Top 10 Shark Photography Tips
What better way to remember your shark encounters than to record them on film? Here are our Top 10 shark-photography tips
1 Bait them
If you want to attract sharks, nothing works better than a potential meal. However, your don't want your view obscured by hundreds of hungry fish, so avoid using huge chunks of bait. Instead use chum (mashed up fish bits) and blood – most oceanic sharks will detect the blood in the water from up to 2km away and this will be more than enough to grab their attention. The chum should be introduced into the water slowly, a cup-full per minute. Alternatively, for reef-dwelling sharks a fishhead carefully hidden under some dead coral or a stone will have a suitably magnetic affect.
2 Head for the currents
One of the most likely places to find sharks is where the currents are the strongest. Water movement is at its briskest at oceanic pinnacles and at entrances to lagoons.
3 Protect yourself
Sharks can become very curious around anything white, so wear a black hood, gloves and suit and avoid carrying white equipment such as dive slates. With more aggressive species of sharks, such as the mako and great white, all diving should take place in cages, making for some fantastic but safe encounters.
4 Swim away
Although inquisitive, sharks are generally very timid creatures and if you swim towards them the chances are they will swim away leaving you with nothing more than a photograph of a tail. Swim away from sharks, however, and their inquisitive nature is likely to draw them towards you.
5 Avoid the surface
You are far better positioning yourself in mid-water or on the bottom rather than near the surface: some sharks will instinctively attack anything tat the surface that appears to be in distress, such a a swimmer thrashing through the water On the bottom you can orientate yourself far better and, by staying near to the reef with your back to it, you will be able to keep all the sharks in view and curb any attacks from behind
6 Choose your lens
A photographer's perception though the viewfinder is often that the shark is closer than it really is, caused by a combination of the excitement of seeing the shark and the magnifying qualities of the water. So, it is better to use a medium wide-angle lens 24-35mm (on 35mm format) rather than a wide-angle 15-20mm lens.
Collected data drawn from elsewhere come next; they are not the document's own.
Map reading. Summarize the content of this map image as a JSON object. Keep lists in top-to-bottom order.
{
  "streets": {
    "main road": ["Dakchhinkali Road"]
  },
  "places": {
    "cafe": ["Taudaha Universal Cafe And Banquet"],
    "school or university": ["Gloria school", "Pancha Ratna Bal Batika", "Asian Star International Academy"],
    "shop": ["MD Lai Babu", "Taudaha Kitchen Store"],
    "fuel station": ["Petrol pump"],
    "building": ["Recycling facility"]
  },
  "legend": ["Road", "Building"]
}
A shark coming towards a camera is visually highly dramatic. After all the the business end of the shark is obviously its mouth and teeth, Another potentially good shot is of a shark that is just starting to turn – this gives great quality of movement. Using a slightly slower shutter speed (1/30 of a second) to blur the background, and the flash to freeze the image, will enhance the sense of movement.
8 Film speed
Sharks look best with balanced light in order to capture blue rather than black backgrounds. Sharks move quickly so flash is required to freeze the image.
9 keep it natural
When shooting larger sharks, use natural light with fast film (ISO 400) setting as strobes or flash will not cover the entire animal.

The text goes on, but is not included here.